Our friends at Census recently requested “public comments to perform a review of the requirements governing routed export transactions. In particular, the Census Bureau is interested in comments regarding the definition of a routed export transaction as well as the responsibilities of parties in routed export transactions.” This provides interested parties with an opportunity to request clarifications to the rules.
Who Controls the Export Movement of the Merchandise?
The Foreign Trade Regulations define a routed export as one “in which the [Foreign Principal Party in Interest] authorizes a U.S. agent to facilitate the export of items from the United States and to prepare and file EEI.” In my opinion, a more complete description is found in the Federal Register notice requesting comments: “Routed export transactions are transactions in which the Foreign Principal Party in Interest (FPPI) controls the movement of the goods out of the country.”

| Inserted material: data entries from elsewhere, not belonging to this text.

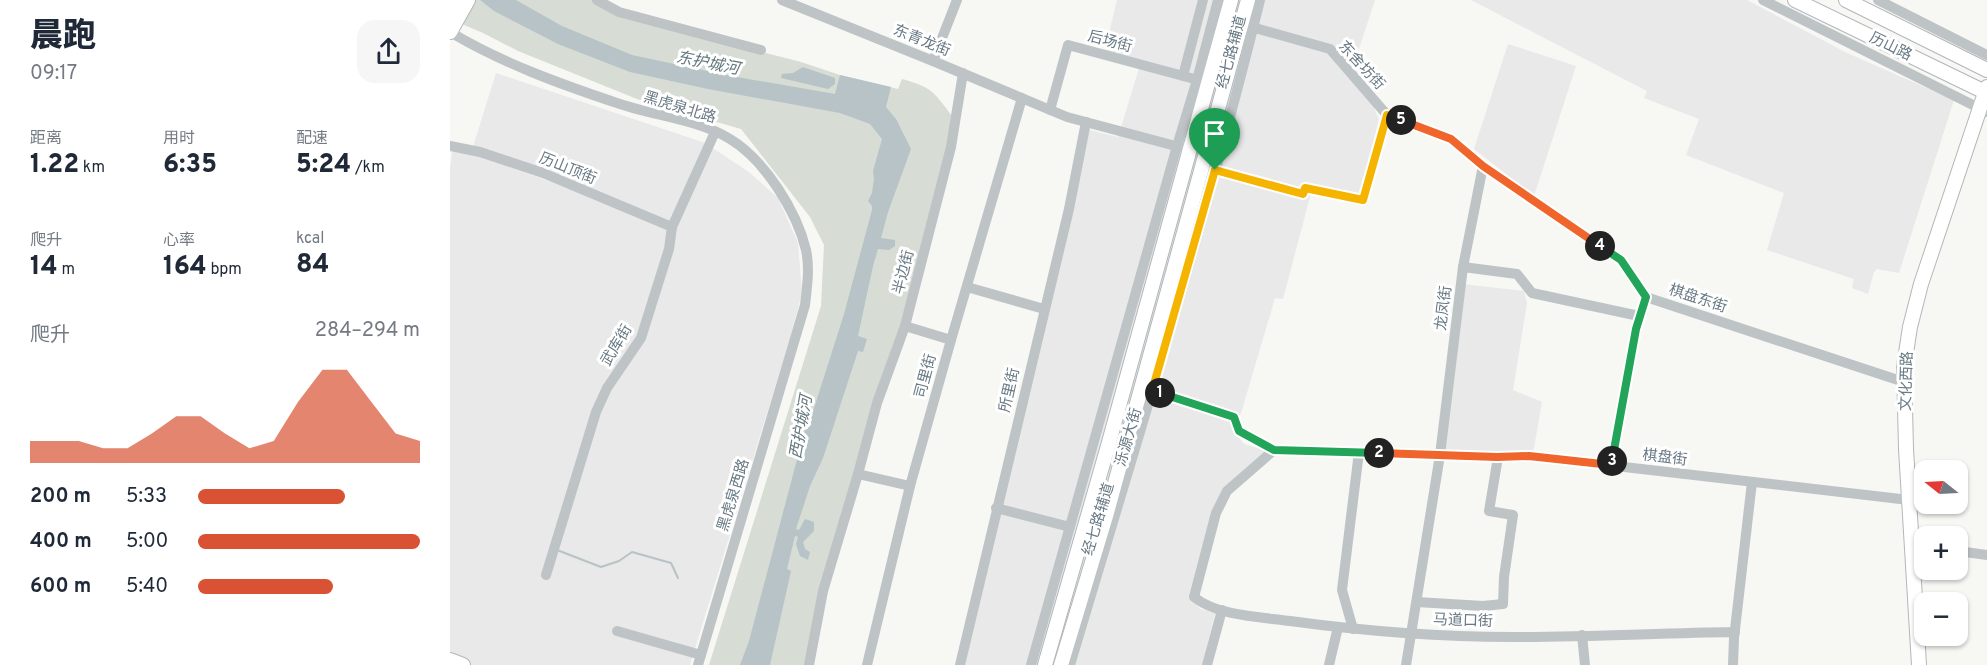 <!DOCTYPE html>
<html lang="zh">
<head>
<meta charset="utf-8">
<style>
  body { margin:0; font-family:Overpass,"Noto Sans SC",sans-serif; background:#f6f6f7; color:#1f2937; height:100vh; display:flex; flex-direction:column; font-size:22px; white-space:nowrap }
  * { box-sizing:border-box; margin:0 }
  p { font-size:20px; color:#747a83 }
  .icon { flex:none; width:33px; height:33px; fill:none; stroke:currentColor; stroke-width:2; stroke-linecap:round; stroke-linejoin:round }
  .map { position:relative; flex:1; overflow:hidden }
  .sheet { display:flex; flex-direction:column; background:#fff; width:450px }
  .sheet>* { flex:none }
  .needle { width:39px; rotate:288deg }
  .controls { position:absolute; left:1464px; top:460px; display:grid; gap:12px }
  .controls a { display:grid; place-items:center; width:54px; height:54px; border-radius:12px; background:#fff; box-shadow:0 2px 4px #0004; font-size:30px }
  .pin { position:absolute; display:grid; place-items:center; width:51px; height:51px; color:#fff; margin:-62px -26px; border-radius:50% 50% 50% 0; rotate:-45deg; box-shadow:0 0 6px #0007 }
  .pin .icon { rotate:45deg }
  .km { position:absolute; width:30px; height:30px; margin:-15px; border-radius:50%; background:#222; color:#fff; font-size:16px; line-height:30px; text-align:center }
  .round { display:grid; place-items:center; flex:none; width:63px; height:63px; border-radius:18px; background:#f6f6f7 }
  .head { display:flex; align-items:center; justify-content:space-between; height:102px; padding:0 30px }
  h1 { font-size:33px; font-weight:800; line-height:45px }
  .metrics { display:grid; grid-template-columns:repeat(3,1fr); gap:9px; height:102px; padding:6px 30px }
  .metrics div { display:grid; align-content:center }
  .metrics b { font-size:26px; font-weight:800 }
  .metrics small { font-size:16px; font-weight:400 }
  .metrics p { font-size:16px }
  .chart { height:168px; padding:12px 30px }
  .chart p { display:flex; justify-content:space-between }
  .chart svg { width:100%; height:108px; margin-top:6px; fill:#d85233; opacity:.7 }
  ul { padding:0 30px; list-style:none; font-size:20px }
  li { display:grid; grid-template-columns:96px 72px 1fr; align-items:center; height:45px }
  li i { height:15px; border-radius:8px; background:#d85233 }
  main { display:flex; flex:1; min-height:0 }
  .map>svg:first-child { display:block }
  .built { fill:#e8e9e8 }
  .green { fill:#d7dcd4 }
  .water { fill:#b7c3c6 }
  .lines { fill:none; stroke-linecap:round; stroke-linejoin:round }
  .stream { stroke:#b7c3c6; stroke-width:2 }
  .major-casing { stroke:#b2b7bb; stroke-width:16 }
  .minor { stroke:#bec3c6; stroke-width:10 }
  .major { stroke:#fff; stroke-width:14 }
  .split-1-casing { stroke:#fff; stroke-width:12 }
  .split-2-casing { stroke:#fff; stroke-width:12 }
  .split-3-casing { stroke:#fff; stroke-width:12 }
  .split-4-casing { stroke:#fff; stroke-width:12 }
  .split-5-casing { stroke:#fff; stroke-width:12 }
  .split-6-casing { stroke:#fff; stroke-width:12 }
  .split-1 { stroke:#f5b400; stroke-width:8 }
  .split-2 { stroke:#22a559; stroke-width:8 }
  .split-3 { stroke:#f0652b; stroke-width:8 }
  .split-4 { stroke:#22a559; stroke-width:8 }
  .split-5 { stroke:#f0652b; stroke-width:8 }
  .split-6 { stroke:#f5b400; stroke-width:8 }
  .labels { text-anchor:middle; stroke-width:6; stroke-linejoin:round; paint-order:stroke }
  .street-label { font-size:15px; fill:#687984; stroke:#fff }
  .water-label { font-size:16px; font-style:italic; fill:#64797f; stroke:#fff }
</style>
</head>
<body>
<main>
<section class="sheet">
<div class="head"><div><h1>晨跑</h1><p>09:17</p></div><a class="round"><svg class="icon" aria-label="share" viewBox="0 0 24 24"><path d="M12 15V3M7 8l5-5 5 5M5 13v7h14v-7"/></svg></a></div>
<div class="metrics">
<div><p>距离</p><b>1.22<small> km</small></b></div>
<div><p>用时</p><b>6:35</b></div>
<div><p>配速</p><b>5:24<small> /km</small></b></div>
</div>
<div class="metrics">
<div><p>爬升</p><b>14<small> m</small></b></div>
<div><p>心率</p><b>164<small> bpm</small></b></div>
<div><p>kcal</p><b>84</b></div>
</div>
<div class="chart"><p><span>爬升</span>284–294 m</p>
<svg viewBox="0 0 160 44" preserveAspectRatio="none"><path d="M0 44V35L10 35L20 35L30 38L40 38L50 32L60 25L70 25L80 32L90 38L100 35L110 19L120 6L130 6L140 19L150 32L160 35V44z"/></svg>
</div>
<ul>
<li><b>200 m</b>5:33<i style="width:66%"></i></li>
<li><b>400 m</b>5:00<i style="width:100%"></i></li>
<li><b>600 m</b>5:40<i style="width:61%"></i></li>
</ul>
</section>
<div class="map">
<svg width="1537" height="665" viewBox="0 0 1537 665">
  <rect width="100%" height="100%" fill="#f7f7f4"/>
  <!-- built -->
  <g class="built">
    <polygon points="667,0 925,0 900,76 921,100 929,120 909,199 862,189 833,299 825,298 791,413 783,430 794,444 817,451 773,489 741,599 750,609 765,613 752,665 515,665 639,130 668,137 690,65 654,54"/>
    <polygon points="1021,0 1297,0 1397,53 1504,100 1449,273 1427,269 1424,272 1418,294 1402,288 1404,279 1317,250 1334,193 1236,155 1249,119 1194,98 1197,91"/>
    <polygon points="1058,44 1126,66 1084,196 1024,149"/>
    <polygon points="46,73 255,143 300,173 328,198 348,243 352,293 340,338 240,665 0,665 0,168 3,146 155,202 22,150"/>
    <polygon points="1012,284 1074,291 1077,303 1063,390 1092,402 1083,453 994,454"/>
  </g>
  <!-- green -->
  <path class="green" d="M0,0H142L169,15L351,62L390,75L448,89L452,79C483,88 483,91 502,116L496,161L356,665H259L371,306L374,245L360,217L291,129L187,99L68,51L33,33L0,19Z"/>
  <!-- water -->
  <g class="water">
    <polygon points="30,0 66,0 112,26 182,55 281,76 385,94 390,75 441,87 436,107 446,119 461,149 438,212 431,238 445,240 445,246 439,250 428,249 423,266 408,336 417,339 413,352 408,351 373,458 360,486 346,529 349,530 355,519 364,522 364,531 353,542 355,549 360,552 358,560 350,556 346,544 348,537 345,536 337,569 341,571 320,665 290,665 299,641 353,437 358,421 360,421 394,314 422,210 422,206 418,201 422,193 424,179 423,171 432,139 420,124 390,113 258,89 180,72 108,44 44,11"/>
    <polygon points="353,67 385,78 385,84 378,89 331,78 332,74 343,73"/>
  </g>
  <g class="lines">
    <!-- stream -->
    <polyline class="stream" points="107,550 151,567 169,561 182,552 221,563 228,578"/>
    <!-- major casing -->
    <g class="major-casing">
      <g id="major">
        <polyline points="1345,0 1537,93"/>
        <polyline points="1396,0 1537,70"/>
        <polyline points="1,25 3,0"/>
        <polyline points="0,32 18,0"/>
        <polyline points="0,660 13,665"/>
        <polyline points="595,665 658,446 781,0"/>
        <polyline points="611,665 656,516 798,0"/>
        <polyline points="1469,665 1456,449 1454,366 1460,327 1471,284 1537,87"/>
      </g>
    </g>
    <!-- minor -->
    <g class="minor">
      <polyline points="147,0 169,12 311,50"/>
      <polyline points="332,0 483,61 617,117 733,148"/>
      <polyline points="1313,0 1537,112"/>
      <polyline points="1428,0 1537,55"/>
      <polyline points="798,26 880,49 937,115 1001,139 1033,166 1171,260 1196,297"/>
      <path d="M0,32C52,63 110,84 167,103C204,116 247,119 280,139C315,160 347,212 356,250C360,268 357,287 355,305L248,665"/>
      <polyline points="483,61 507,0"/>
      <polyline points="733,76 753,0"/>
      <polyline points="600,110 618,45 752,81"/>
      <polyline points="0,146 30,152 93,173 222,227"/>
      <polyline points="765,170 853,194 855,188 913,200 937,115"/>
      <polyline points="1013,267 1067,274 1082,293 1189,316"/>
      <polyline points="517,287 594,309"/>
      <polyline points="1196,297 1454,382"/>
      <polyline points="455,326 501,340"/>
      <polyline points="702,391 784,417 789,431 824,450 1048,457 1079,456 1459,500"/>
      <path d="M824,450L777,491L766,513L744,597C767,616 811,617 840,621C914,631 988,637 1062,637C1136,637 1211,633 1285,632"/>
      <polyline points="1161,465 1186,329 1196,297"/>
      <polyline points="408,474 460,486"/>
      <polyline points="546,508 620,527"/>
      <polyline points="1462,544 1474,546"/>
      <polyline points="1508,551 1537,555"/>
      <polyline points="96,575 146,412 157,388 191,338 219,249 222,227 265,132"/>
      <polyline points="967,602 1033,606 1053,604 1054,577 1063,515 1039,511 1048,457"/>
      <polyline points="903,629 892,590 909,452"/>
      <polyline points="167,631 251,655"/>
      <polyline points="1132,635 1135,665"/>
      <polyline points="359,665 373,591 408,474 427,403 455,326 501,147 513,73"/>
      <polyline points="417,665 460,486 501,340 572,98"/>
      <polyline points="510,665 619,209 636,122"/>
      <polyline points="581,665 727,146 747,80 768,0"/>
      <path d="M620,665C686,444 755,224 810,0"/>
      <polyline points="757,665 772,610"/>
      <polyline points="879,665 888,627"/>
      <polyline points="956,665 990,455 1013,267 1033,166"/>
      <polyline points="1283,665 1284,638 1302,482"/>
    </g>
    <!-- major -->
    <use href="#major" class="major"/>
  </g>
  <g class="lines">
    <!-- split-1 casing -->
    <g class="split-1-casing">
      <polyline id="split-1" points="710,393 702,391 765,170"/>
    </g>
    <!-- split-2 casing -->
    <g class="split-2-casing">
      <polyline id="split-2" points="710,393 784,417 789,431 824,450 929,453"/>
    </g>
    <!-- split-3 casing -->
    <g class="split-3-casing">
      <polyline id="split-3" points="929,453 1047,457 1079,456 1161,465 1162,461"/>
    </g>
    <!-- split-4 casing -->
    <g class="split-4-casing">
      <polyline id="split-4" points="1150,246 1171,260 1196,297 1186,329 1162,461"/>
    </g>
    <!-- split-5 casing -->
    <g class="split-5-casing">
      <polyline id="split-5" points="951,120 1001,139 1033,166 1150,246"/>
    </g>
    <!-- split-6 casing -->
    <g class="split-6-casing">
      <polyline id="split-6" points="765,170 853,194 855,188 913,200 937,115 951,120"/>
    </g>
    <!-- split-1 -->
    <use href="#split-1" class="split-1"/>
    <!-- split-2 -->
    <use href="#split-2" class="split-2"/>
    <!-- split-3 -->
    <use href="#split-3" class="split-3"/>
    <!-- split-4 -->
    <use href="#split-4" class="split-4"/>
    <!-- split-5 -->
    <use href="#split-5" class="split-5"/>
    <!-- split-6 -->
    <use href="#split-6" class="split-6"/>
  </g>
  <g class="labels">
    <!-- street labels -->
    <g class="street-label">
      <text transform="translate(472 40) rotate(22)" y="5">东青龙街</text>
      <text transform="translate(660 41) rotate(15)" y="5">后场街</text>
      <text transform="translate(1441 46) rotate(26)" y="5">历山路</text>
      <text transform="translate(781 52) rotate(-75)" y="5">经七路辅道</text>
      <text transform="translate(912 65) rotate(47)" y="5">东舍坊街</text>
      <text transform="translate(230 107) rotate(17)" y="5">黑虎泉北路</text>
      <text transform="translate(118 168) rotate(22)" y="5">历山顶街</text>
      <text transform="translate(453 272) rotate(-76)" y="5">半边街</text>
      <text transform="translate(1248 298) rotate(18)" y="5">棋盘东街</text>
      <text transform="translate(993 308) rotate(-83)" y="5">龙凤街</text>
      <text transform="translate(166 345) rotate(-59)" y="5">武库街</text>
      <text transform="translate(475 376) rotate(-75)" y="5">司里街</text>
      <text transform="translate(1456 381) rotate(-88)" y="5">文化西路</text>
      <text transform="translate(559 390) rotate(-77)" y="5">所里街</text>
      <text transform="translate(678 437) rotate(-74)" y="5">泺源大街</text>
      <text transform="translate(1215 457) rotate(7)" y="5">棋盘街</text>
      <text transform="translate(283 495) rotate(-73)" y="5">黑虎泉西路</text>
      <text transform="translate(648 519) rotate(-73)" y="5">经七路辅道</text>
      <text transform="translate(1013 620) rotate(2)" y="5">马道口街</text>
    </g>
    <!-- water labels -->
    <g class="water-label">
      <text transform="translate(258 62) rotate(11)" y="6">东护城河</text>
      <text transform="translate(350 427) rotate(-80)" y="6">西护城河</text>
    </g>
  </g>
</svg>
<div class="controls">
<a><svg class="needle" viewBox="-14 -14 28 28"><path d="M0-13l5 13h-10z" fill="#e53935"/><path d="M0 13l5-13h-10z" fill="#747a83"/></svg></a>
<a>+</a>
<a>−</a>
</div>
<div class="pin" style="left:765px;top:170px;background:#1e9e55"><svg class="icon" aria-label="arrive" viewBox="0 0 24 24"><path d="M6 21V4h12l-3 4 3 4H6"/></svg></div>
<b class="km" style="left:710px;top:393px">1</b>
<b class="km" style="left:929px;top:453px">2</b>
<b class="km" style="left:1162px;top:461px">3</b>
<b class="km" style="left:1150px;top:246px">4</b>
<b class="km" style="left:951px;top:120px">5</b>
</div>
</main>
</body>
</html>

An FPPI cannot file an EEI itself because it is located outside the United States, hence the agent requirement. The rule’s rationale, as I understand it, is to ensure that some person located in the United States has responsibility for the EEI filing (aka “the fall guy” if something goes wrong).
When the routed export rules were adopted in 2000, there was a common myth in the trade that the Census definition tracked the trade term chosen for the transaction. That may or may not be true, depending on the actual arrangements between the parties.
For example, in an ExWorks sale, the buyer is responsible for transportation and risk of loss from the seller’s loading dock through the final delivery point. EXW also places export clearance responsibility on the buyer. Since the buyer is responsible for determining the freight’s international routing, this scenario qualifies as a routed export transaction. If, however, the seller made the freight arrangements on its buyer’s behalf, it would be a regular export.
The hallmark of all “F” terms (FOB, FAS, FCA) is that the buyer is responsible for the international freight movement, including risks and costs. As with EXW, these terms allow for the seller to make those arrangements on the buyer’s behalf. In that case, the seller would determine the international movement, so it would not be a routed transaction. If the buyer did so, it would be – unless, of course, it was simply following the buyer’s instructions in this regard.
So, while the trade term chosen often may serve as a proxy for whether an export is routed, it is not always so. The specifics of a particular transaction must be scrutinized to correctly prepare the EEI.
Census Seeks Your Comments
According to the notice, Census “is soliciting comments on the clarity, usability, and any other matters related to the regulatory requirements for routed transactions. This will include the definition of a routed export transaction found in 15 CFR 30.1 as well as the general responsibilities of parties in routed export transactions as detailed in 15 CFR 30.3.” A set of suggested questions to address is included, though comments are not limited to responding only to these questions.
Census may end up amending the routed export transaction regulations. Though the Federal Register notice is designated a “Notice of Proposed Rulemaking”, no proposed changes were included. Exporters now have the opportunity to help shape whatever proposed rules ultimately may issue, by informing Census about what they may like in the current regulations and what should be changed. Comments are due by December 5, 2017.